Comb the records below for the string "compass" and copy each line where it turns up.

──────────────────────────────

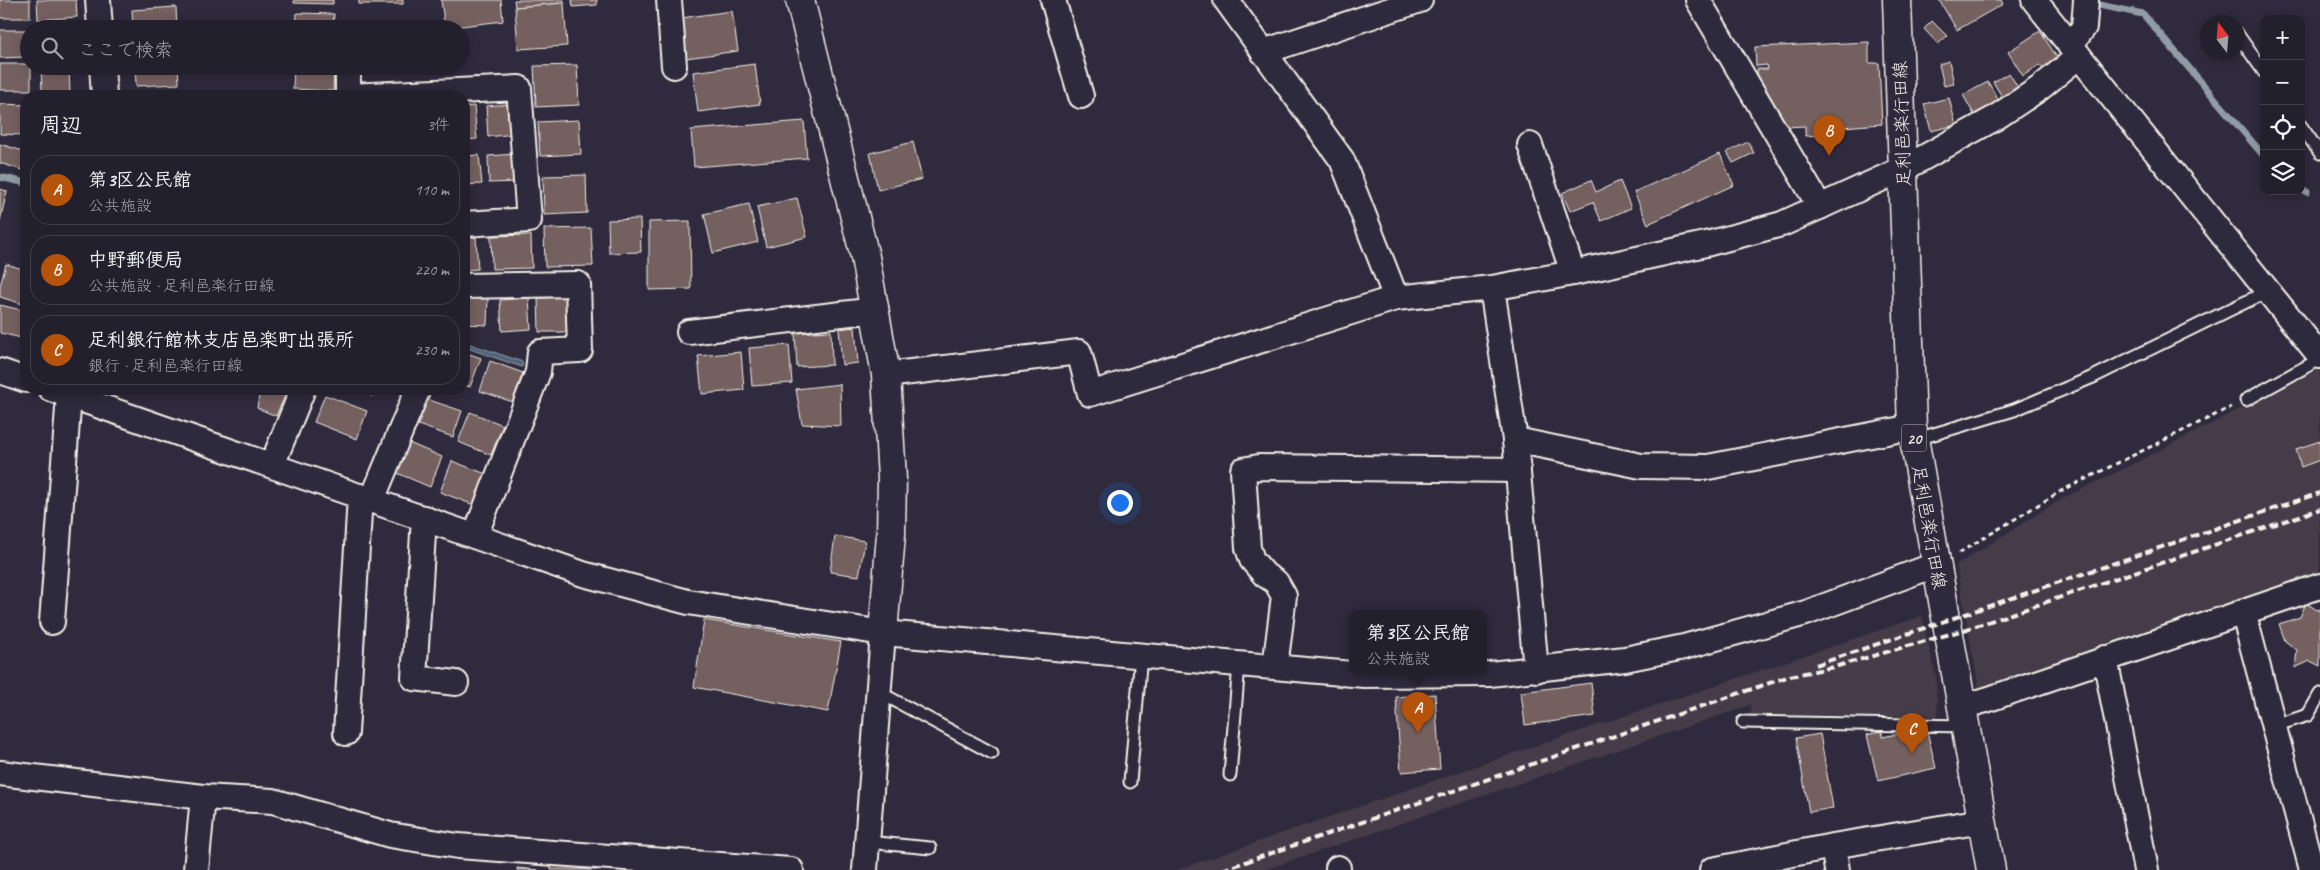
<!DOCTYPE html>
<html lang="ja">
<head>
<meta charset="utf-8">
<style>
	body { margin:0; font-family:Caveat,"Klee One",sans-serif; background:#2f2d3a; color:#f1f3f6 }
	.controls { position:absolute; right:15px; top:15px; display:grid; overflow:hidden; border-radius:10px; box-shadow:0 2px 12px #0003 }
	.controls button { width:45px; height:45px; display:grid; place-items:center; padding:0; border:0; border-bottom:1px solid #403e4a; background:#23202e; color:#f1f3f6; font:25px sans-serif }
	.compass { position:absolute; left:2200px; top:15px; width:45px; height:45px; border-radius:50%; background:#23202e; box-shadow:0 2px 12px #0003; rotate:344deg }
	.you { position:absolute; left:1119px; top:502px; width:18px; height:18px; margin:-12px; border:4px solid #fff; border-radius:50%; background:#1a73e8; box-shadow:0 0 0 8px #1a73e833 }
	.badge { display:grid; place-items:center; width:32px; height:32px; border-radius:50%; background:#b45309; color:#fff; font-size:16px; font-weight:700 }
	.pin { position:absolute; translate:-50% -41px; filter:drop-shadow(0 1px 2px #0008) }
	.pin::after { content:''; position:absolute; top:26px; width:18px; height:15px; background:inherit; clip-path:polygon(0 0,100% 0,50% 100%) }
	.popup { position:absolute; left:1349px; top:610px; width:138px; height:65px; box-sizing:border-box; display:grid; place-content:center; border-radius:10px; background:#23202e; filter:drop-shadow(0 1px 4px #0005); font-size:16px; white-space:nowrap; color:#a3a3aa }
	.popup b { font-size:19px; color:#f1f3f6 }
	.popup::after { content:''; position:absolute; left:50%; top:100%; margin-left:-10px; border:10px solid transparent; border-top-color:#23202e }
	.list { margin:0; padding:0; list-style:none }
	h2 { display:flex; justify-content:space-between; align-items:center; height:65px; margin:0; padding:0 20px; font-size:21px }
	h2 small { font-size:16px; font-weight:400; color:#a3a3aa }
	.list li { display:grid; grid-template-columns:32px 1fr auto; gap:15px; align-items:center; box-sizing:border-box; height:70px; margin:0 10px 10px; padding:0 10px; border:1px solid #403e4a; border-radius:20px }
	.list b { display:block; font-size:19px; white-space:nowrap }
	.list p { margin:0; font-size:16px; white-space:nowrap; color:#a3a3aa }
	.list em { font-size:16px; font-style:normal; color:#a3a3aa }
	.icon { flex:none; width:28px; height:28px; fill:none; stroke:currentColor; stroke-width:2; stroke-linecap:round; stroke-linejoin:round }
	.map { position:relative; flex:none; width:2320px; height:870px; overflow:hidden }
	.search { position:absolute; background:#23202e; box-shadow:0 2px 12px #0003; left:20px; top:20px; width:450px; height:55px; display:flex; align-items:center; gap:12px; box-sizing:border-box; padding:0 18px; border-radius:28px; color:#a3a3aa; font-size:19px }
	.panel { position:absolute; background:#23202e; box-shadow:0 2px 12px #0003; left:20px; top:90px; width:450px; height:305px; border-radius:20px }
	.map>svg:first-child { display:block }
	.built { fill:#443a48 }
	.water { fill:#50647b; stroke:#929ca7 }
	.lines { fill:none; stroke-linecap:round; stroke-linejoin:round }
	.stream { stroke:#929ca7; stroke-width:7 }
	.building { fill:#746160; stroke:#f4f1e8 }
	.service-casing { stroke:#f4f1e8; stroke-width:15 }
	.minor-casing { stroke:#f4f1e8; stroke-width:28 }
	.tertiary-casing { stroke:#f4f1e8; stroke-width:31 }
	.primary-casing { stroke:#f4f1e8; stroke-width:31 }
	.path { stroke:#f4f1e8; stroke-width:3; stroke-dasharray:5 4; stroke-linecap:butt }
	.service { stroke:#2f2a3d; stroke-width:11 }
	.minor { stroke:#2f2a3d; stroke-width:24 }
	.tertiary { stroke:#2f2a3d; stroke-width:28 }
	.primary { stroke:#2f2a3d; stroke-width:28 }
	.rail { stroke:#f4f1e8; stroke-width:4; stroke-dasharray:8 4; stroke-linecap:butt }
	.labels { text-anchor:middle; stroke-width:4.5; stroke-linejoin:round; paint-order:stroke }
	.shield { fill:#2f2a3d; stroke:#b9b5b5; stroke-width:1 }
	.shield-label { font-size:16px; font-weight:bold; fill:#f4f1e8 }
	.street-label { font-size:18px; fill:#f4f1e8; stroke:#2f2a3d }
</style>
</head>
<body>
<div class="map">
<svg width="2320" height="870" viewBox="0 0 2320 870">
	<rect width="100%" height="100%" fill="#2f2a3d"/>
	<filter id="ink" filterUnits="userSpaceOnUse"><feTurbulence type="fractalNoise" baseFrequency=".02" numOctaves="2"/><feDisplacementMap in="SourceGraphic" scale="10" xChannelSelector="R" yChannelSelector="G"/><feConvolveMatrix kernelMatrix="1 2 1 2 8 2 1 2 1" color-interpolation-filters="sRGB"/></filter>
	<g filter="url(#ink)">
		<g class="built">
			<polygon points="2320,367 2320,577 1980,694 1956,565 2065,497 2129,466"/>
			<polygon points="1922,616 1936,677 1938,717 1750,715 1751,705 1264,870 1176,870 1502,757"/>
		</g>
		<polygon class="water" points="464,342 523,362 522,367 464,347"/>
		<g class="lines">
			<g class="stream">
				<polyline points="2099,5 2143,14 2264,156"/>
				<polyline points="0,177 26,183"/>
				<polyline points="2301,190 2307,192"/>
			</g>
		</g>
		<g class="building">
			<rect x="0" y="0" width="30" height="18"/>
			<polygon points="37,0 76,0 77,17 38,20"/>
			<polygon points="294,0 333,0 333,4 294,3"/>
			<rect x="359" y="0" width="44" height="4"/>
			<polygon points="441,0 501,0 503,21 445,28"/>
			<polygon points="514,0 564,0 564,3 515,7"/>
			<polygon points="572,0 597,0 597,5 573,7"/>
			<polygon points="1939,0 2001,0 2003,4 1957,30"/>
			<polygon points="564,3 567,46 518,49 515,7"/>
			<polygon points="176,7 177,29 133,29 132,10"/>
			<polygon points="732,11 738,51 686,58 681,18"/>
			<polygon points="297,13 334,14 333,29 296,29"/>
			<polygon points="1932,21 1947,36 1938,44 1924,29"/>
			<polygon points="436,23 436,29 409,29 408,25"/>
			<polygon points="71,27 71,29 34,29 34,28"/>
			<polygon points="0,30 26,30 27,57 0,58"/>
			<polygon points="2040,31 2058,59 2043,69 2039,65 2023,76 2008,52"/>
			<polygon points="1869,42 1869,63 1879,63 1882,124 1842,127 1842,134 1805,136 1805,126 1785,127 1767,96 1766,86 1758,87 1757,69 1768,69 1767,65 1756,66 1755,47"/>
			<polygon points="1949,61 1954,84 1944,86 1939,64"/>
			<polygon points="0,64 29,64 31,66 31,90 0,90"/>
			<polygon points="755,64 760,104 698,112 693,72"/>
			<polygon points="577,65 579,105 536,107 534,66"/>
			<polygon points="41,66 69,66 70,93 42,94"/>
			<polygon points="135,66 178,66 179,84 136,86"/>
			<polygon points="294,66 334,66 333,91 293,89"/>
			<polygon points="365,66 404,66 404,67 365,69"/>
			<polygon points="2009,73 2019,89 2003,98 1993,82"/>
			<polygon points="1988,82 2000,103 1975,116 1963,95"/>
			<polygon points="179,93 179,96 139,96 139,94"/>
			<polygon points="1949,98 1956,125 1931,131 1924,104"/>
			<polygon points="0,104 26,105 25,135 0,134"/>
			<polygon points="511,104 514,134 488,137 486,106"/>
			<polygon points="474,106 477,139 464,140 464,107"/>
			<polygon points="579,120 581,154 540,156 538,122"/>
			<polygon points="804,121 807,158 694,167 691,130"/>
			<polygon points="913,142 922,179 878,190 870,153"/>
			<polygon points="1748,142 1754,153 1733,163 1727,152"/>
			<polygon points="0,144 26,152 22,170 0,163"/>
			<polygon points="515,154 517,182 489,183 488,156"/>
			<polygon points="1720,154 1734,185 1648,224 1634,192"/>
			<polygon points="479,155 482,184 464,185 464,156"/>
			<polygon points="586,175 587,213 544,215 543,176"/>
			<polygon points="1591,180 1596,192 1620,181 1631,208 1601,221 1593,202 1570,211 1562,193"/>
			<polygon points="0,189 7,191 0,221"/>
			<polygon points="797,198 807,237 766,247 757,207"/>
			<polygon points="749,204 758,242 713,253 704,214"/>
			<polygon points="640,219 641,252 609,253 608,220"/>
			<polygon points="690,221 691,289 649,290 649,222"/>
			<polygon points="591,228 593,266 545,267 544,229"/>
			<polygon points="531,235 532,268 492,269 491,236"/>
			<polygon points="476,237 478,269 464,270 464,238"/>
			<polygon points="6,264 26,270 26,305 0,297 0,286"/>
			<polygon points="464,297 488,298 487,325 464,324"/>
			<polygon points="569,297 570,332 539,332 538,298"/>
			<polygon points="529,298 531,329 502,331 500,300"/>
			<polygon points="0,305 26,311 26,339 0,333"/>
			<polygon points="855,327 858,363 842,365 839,329"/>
			<polygon points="831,331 832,365 797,367 795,333"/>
			<polygon points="789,345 792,383 752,386 749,348"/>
			<polygon points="464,352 481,358 470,387 464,385"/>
			<polygon points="741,352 744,390 702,394 698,356"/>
			<polygon points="490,361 523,373 513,402 480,391"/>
			<polygon points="840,384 841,426 802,424 796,389"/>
			<polygon points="250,389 288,389 276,416 257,408 259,396 249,392"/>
			<polygon points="355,389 374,389 372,396"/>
			<polygon points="325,395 367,411 357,439 314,422"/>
			<polygon points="426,399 462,411 453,437 418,425"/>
			<polygon points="470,412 503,425 491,455 458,442"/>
			<polygon points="2320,441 2320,460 2301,467 2296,449"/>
			<polygon points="409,443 442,457 430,487 397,473"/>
			<polygon points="452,461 486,474 474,505 440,492"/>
			<polygon points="835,536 865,541 859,576 830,572"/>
			<polygon points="2306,603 2317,610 2320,609 2320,666 2310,661 2295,668 2297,650 2285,641 2279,624 2300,617"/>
			<polygon points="704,620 841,642 828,712 694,687"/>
			<polygon points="1591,683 1595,716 1525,725 1521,692"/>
			<polygon points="1435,694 1440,769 1401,772 1396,697"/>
			<polygon points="1926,727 1936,768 1878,781 1867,735 1882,731 1883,737"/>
			<polygon points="1820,734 1833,808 1809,812 1796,738"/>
			<polygon points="551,864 597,867 597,870 551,870"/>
			<polygon points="517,868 538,870 517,870"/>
		</g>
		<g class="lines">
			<g class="service-casing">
				<g id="service">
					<polyline points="2238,35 2264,72"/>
					<polyline points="2301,126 2320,153"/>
					<polyline points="2246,400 2320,359"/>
					<polyline points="1914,440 2014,410 2093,377 2268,291"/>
					<polyline points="878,695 890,698 992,753"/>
					<polyline points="1743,722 1965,726"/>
					<polyline points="2274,726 2308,715 2320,694"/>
					<polyline points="1230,775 1239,664"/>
					<polyline points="1130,782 1141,655"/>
					<polyline points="867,842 930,848"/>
				</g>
			</g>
			<g class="minor-casing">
				<g id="minor">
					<polyline points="98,0 100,29"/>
					<polyline points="669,0 674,66"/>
					<polyline points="1053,0 1081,96"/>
					<polyline points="1226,0 1342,160 1396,298"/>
					<polyline points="1698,0 1820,207"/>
					<polyline points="2034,0 2320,356"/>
					<polyline points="2070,46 2084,27 2086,0"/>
					<polyline points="1263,52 1420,0"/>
					<polyline points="102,66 104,96"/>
					<polyline points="348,66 348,96"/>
					<polyline points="348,96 519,88 529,220 464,224"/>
					<polyline points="1530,145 1573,273"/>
					<polyline points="464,286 578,284 580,350 540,352 538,372 475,536"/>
					<polyline points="1492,288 1515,440 1536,670"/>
					<polyline points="689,332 876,310"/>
					<polyline points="0,371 26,380"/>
					<polyline points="886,375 1079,352 1090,394 1396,298 1492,288 1573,273 1710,243 1782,224 1905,168 1995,118 2040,88 2079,56"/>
					<polyline points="51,389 583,574 688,602 883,633 1364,675 1490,674 1625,659 1684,647 1806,613 1935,565"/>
					<polyline points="1515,440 1641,466 1708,467 1912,427"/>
					<polyline points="272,465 303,389"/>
					<polyline points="372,500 418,389"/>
					<polyline points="424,518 414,678 456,683"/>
					<polyline points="2243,611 2312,870"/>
					<polyline points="52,622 69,395"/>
					<polyline points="2105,658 2146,870"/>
					<polyline points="1275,667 1284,596 1276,582 1265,575 1252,560 1248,548 1243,470 1259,467 1518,470"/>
					<polyline points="1961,707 1986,700 2320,586"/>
					<polyline points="346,733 360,496"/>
					<polyline points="0,773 203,797 273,801 390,835 458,846 791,870"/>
					<polyline points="1833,846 1837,870"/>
					<polyline points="196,870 203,797"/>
					<polyline points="865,870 883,633"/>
					<polyline points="1338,870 1338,868"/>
					<polyline points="1712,870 1833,846 1982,821"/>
				</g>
			</g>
			<g class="tertiary-casing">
				<polyline id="tertiary" points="800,0 865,257 886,375 892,479 891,534 883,633"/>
			</g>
			<g class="primary-casing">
				<polyline id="primary" points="1897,0 1912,427 1991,870"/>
			</g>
			<polyline class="path" points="1959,553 2061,491 2231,407"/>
			<use href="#service" class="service"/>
			<use href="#minor" class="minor"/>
			<use href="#tertiary" class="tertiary"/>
			<use href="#primary" class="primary"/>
			<g class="rail">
				<polyline points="1816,665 2320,493"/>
				<polyline points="1222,870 1790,676 1834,667 1964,630 2320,509"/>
			</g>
		</g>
	</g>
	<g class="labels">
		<rect class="shield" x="1901.5" y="424.5" width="25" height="27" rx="4"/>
		<g class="shield-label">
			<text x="1914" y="444">20</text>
		</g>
		<g class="street-label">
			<text transform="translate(1902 124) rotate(-92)" y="6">足利邑楽行田線</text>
			<text transform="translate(1929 527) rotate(80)" y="6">足利邑楽行田線</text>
		</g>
	</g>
</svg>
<div class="controls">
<button>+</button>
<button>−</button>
<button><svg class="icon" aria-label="locate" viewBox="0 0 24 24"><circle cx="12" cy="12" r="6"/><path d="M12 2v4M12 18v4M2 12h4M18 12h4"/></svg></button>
<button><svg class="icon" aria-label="layers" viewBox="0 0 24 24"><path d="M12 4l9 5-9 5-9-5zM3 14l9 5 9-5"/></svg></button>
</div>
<svg class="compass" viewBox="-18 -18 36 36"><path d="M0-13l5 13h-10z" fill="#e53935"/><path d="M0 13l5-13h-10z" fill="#a3a3aa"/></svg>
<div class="you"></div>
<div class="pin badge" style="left:1418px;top:733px">A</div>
<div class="popup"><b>第3区公民館</b>公共施設</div>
<div class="pin badge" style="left:1829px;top:156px">B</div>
<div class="pin badge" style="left:1912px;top:754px">C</div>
<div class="search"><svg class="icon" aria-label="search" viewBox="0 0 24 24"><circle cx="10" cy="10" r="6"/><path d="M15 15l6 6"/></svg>ここで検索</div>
<section class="panel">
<h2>周辺<small>3件</small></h2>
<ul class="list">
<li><span class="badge">A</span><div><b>第3区公民館</b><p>公共施設</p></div><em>110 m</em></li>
<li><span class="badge">B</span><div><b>中野郵便局</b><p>公共施設 · 足利邑楽行田線</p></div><em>220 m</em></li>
<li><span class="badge">C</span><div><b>足利銀行館林支店邑楽町出張所</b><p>銀行 · 足利邑楽行田線</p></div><em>230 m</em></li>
</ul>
</section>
</div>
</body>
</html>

──────────────────────────────

--- The completed task ---
	.compass { position:absolute; left:2200px; top:15px; width:45px; height:45px; border-radius:50%; background:#23202e; box-shadow:0 2px 12px #0003; rotate:344deg }
<svg class="compass" viewBox="-18 -18 36 36"><path d="M0-13l5 13h-10z" fill="#e53935"/><path d="M0 13l5-13h-10z" fill="#a3a3aa"/></svg>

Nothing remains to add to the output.